It’s a long run to the Gulf Stream from inlets along North Carolina’s southern coast, but by April, there is a flotilla headed to a handful of spots every day. There might be a little hangover of March winds early in the month, but by mid-April, calm days are more prevalent.
April fishing begins with wahoo and blackfin tuna, but as schools of baitfish tracking along the edge of the Gulf Stream continue to grow, so do the numbers of dolphin. Larger dolphin begin arriving later in the month, and fishing continues to improve.
The most-prominent underwater structure off Cape Fear is the Steeples, 20 miles south-southeast of Frying Pan Tower. It gets its name from a formation of tall, rock spires that rise from the bottom. These structures disrupt the flow of the Gulf Stream and push eddies, rips and upwellings with grass and lots of bait to the surface. Fish follow the bait, and the bite heats up. There are other outcroppings a few miles north (the Same Ole) and south (the Blackjack Hole) of that also interact with the Gulf Stream and attract fish.
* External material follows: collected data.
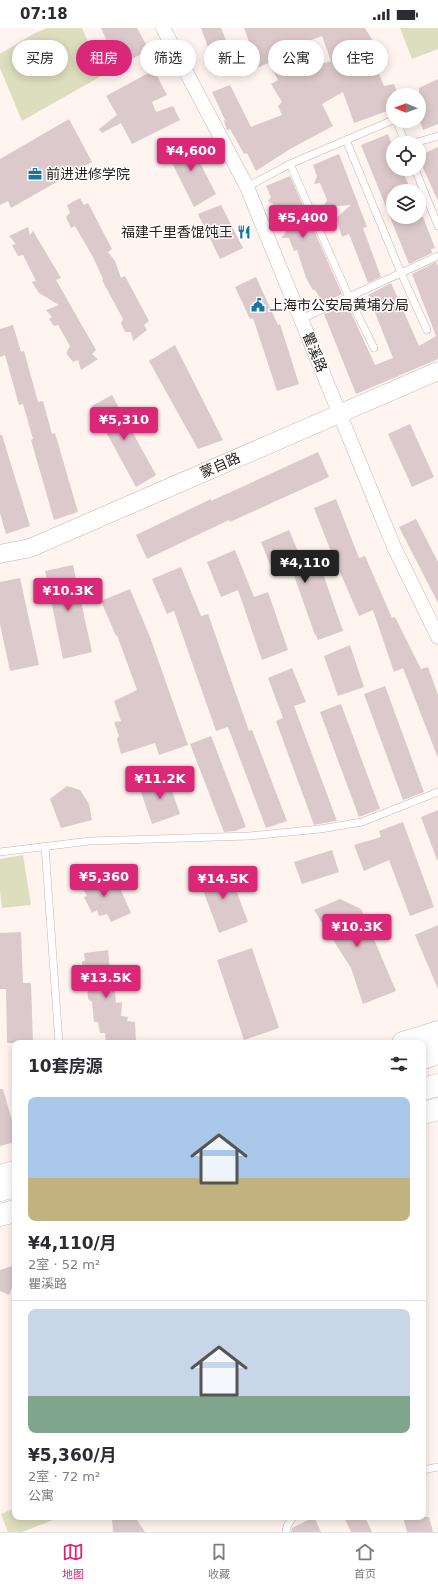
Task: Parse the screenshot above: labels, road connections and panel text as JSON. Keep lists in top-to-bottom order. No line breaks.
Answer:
{"streets":{"street":["瞿溪路","蒙自路"]},"crossings":[["瞿溪路","蒙自路"]],"places":{"office":["前进进修学院"],"restaurant":["福建千里香馄饨王"],"public building":["上海市公安局黄埔分局"]},"north":"left","page":{"status":"07:18","chip":["买房","租房","筛选","新上","公寓","住宅"],"price":["¥4,600","¥5,400","¥5,310","¥4,110","¥10.3K","¥11.2K","¥5,360","¥14.5K","¥10.3K","¥13.5K"],"heading":"10套房源","list":[{"name":"¥4,110/月","note":"2室 · 52 m² · 瞿溪路"},{"name":"¥5,360/月","note":"2室 · 72 m² · 公寓"}],"tabs":["地图","收藏","首页"]}}
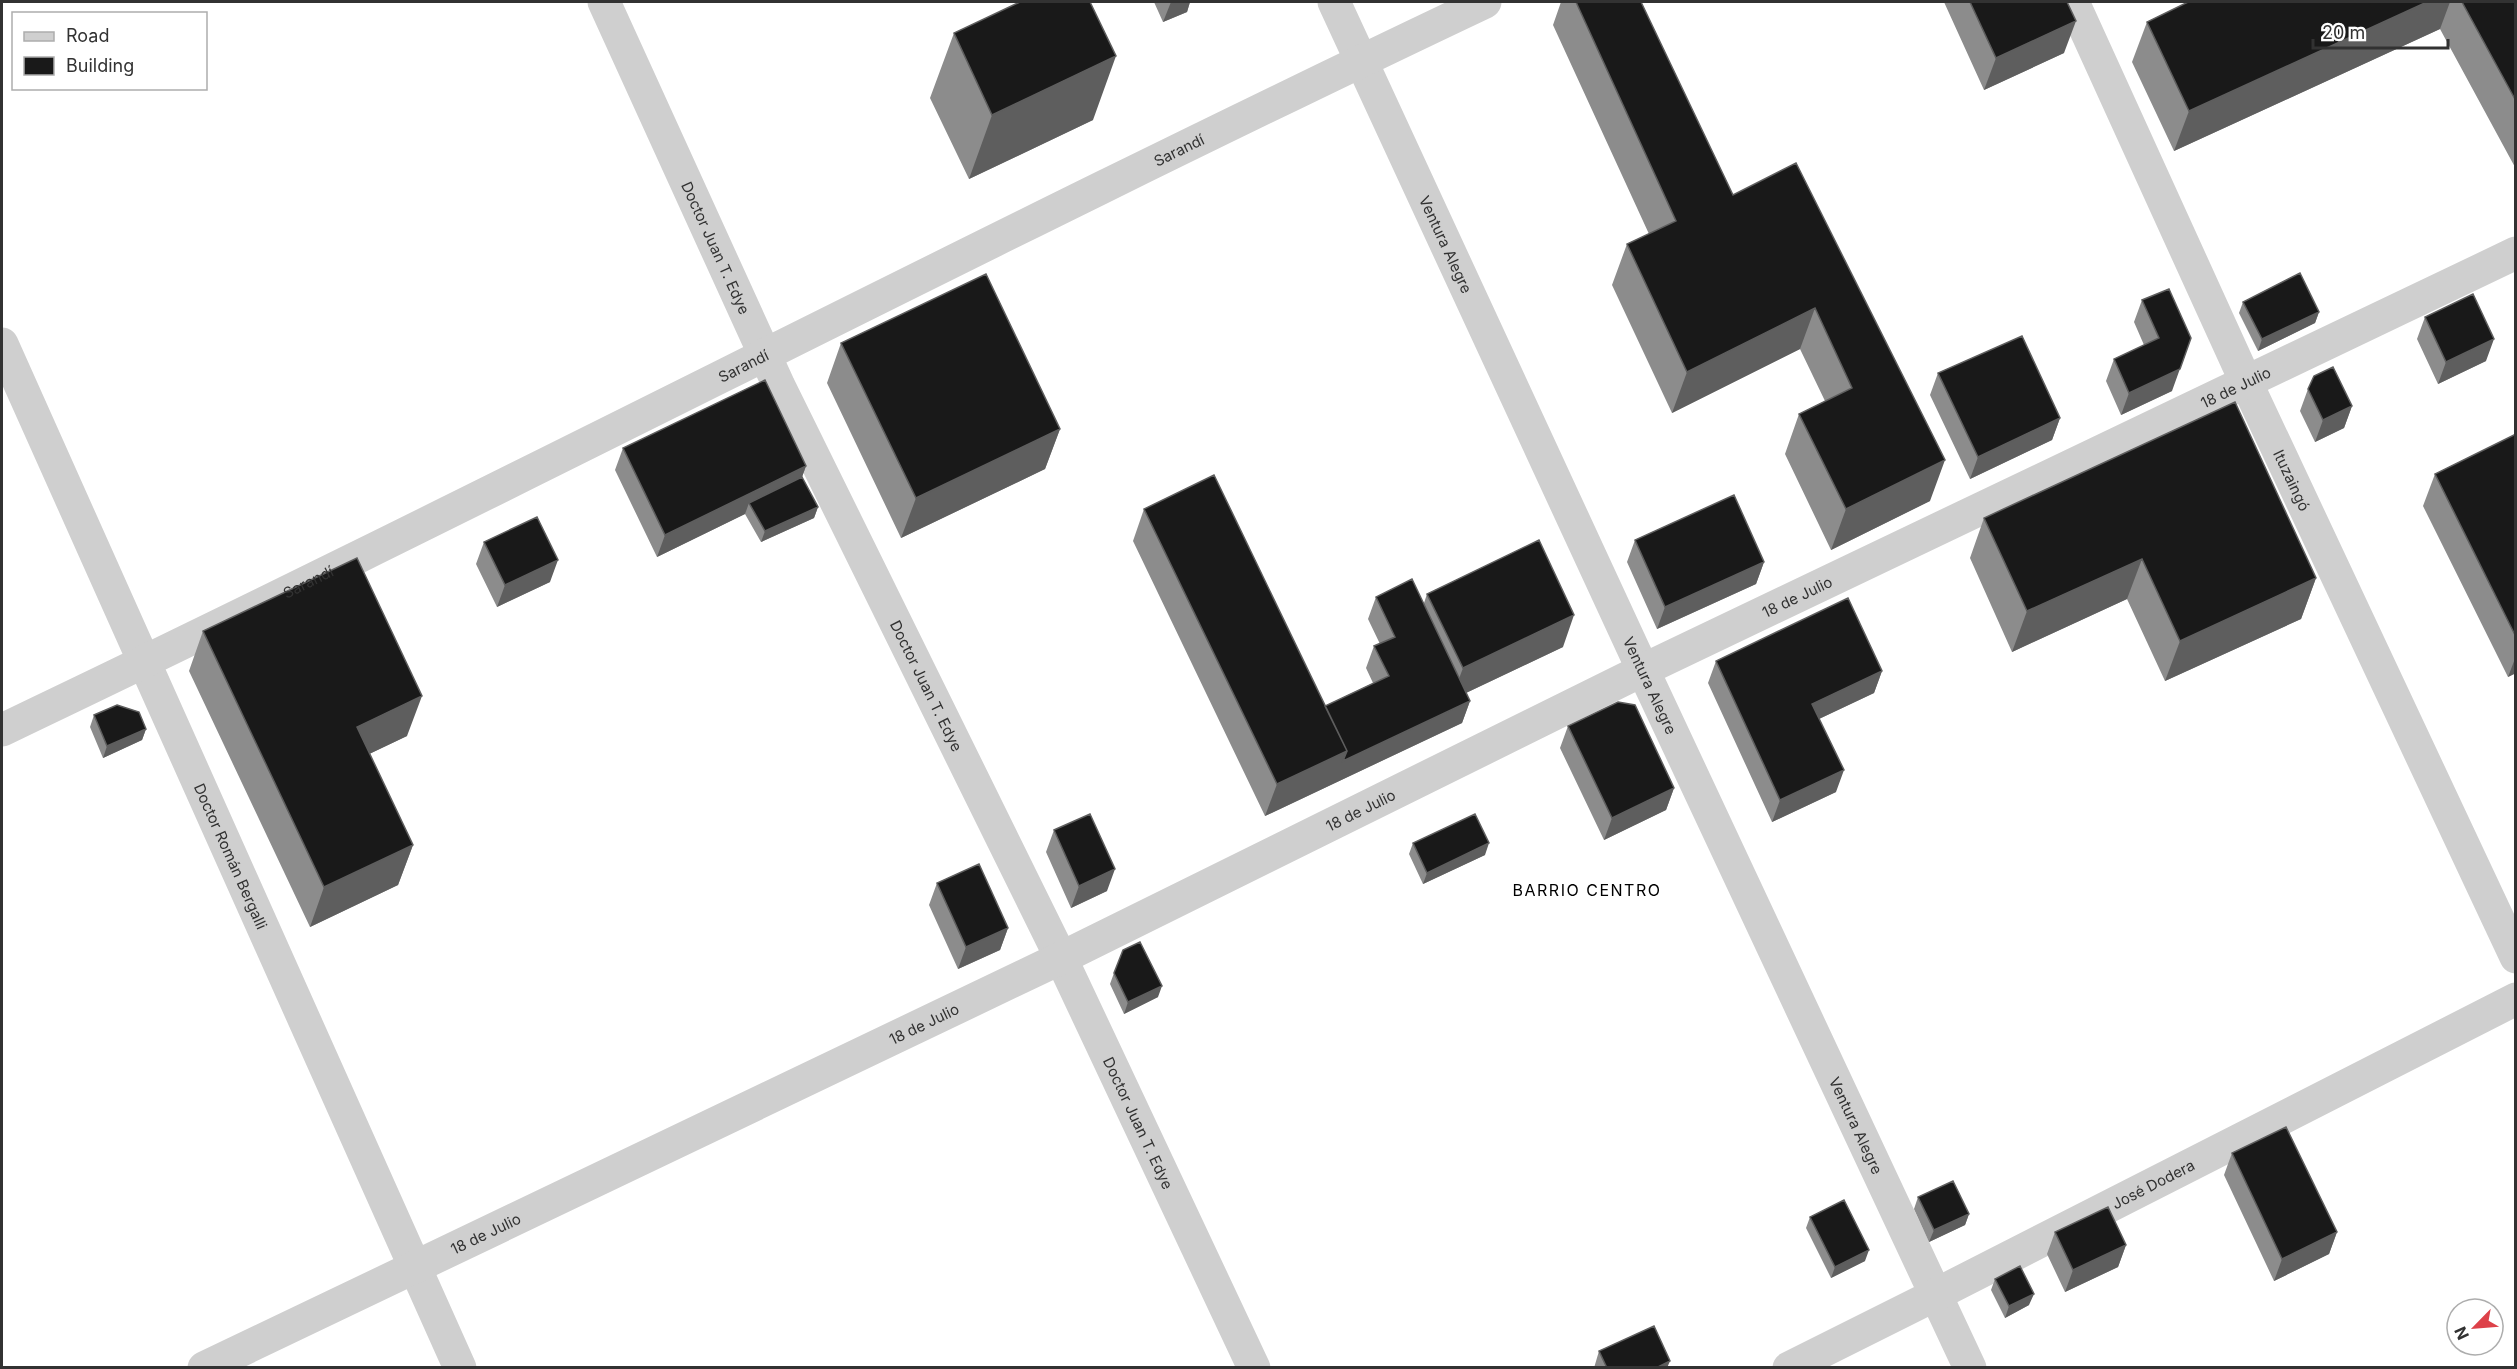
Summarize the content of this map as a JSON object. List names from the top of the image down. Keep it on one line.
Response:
{"streets":{"street":["Sarandí","Ventura Alegre","Doctor Juan T. Edye","18 de Julio","Ituzaingó","Doctor Román Bergalli","José Dodera"]},"crossings":[["Sarandí","Ventura Alegre"],["Sarandí","Doctor Juan T. Edye"],["Sarandí","Doctor Román Bergalli"],["Ventura Alegre","18 de Julio"],["Ventura Alegre","José Dodera"],["Doctor Juan T. Edye","18 de Julio"],["18 de Julio","Ituzaingó"],["18 de Julio","Doctor Román Bergalli"]],"districts":["BARRIO CENTRO"],"legend":["Road","Building"],"scale_bar":"20 m","north":"bottom left"}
As Gulf Stream waters are pushed to the surface, they interact with area currents and form hard edges with rips, color changes and temperature breaks. The rips help form grass or weed lines that attract dolphin. Many small baitfish use the grass lines for cover and dolphin prowl the edges looking for food.
Butch Foster of Yeah Right Charters in Oak Island, N.C., fishes this area often. He said dolphin like bright colors and are usually hungry. He rigs small and medium ballyhoo with sea witches and small plastic skirts and trolls the edge of the weed and grass lines.
When the grass is broken up, dolphin tend to gather along the edges of rips, temperature breaks and color changes. They are often on the warm or bluewater side of a change but will be on the other side if that’s where the bait is.
Dolphin are a primary offshore fish during the spring, but wahoo and blackfin tuna are also in the mix.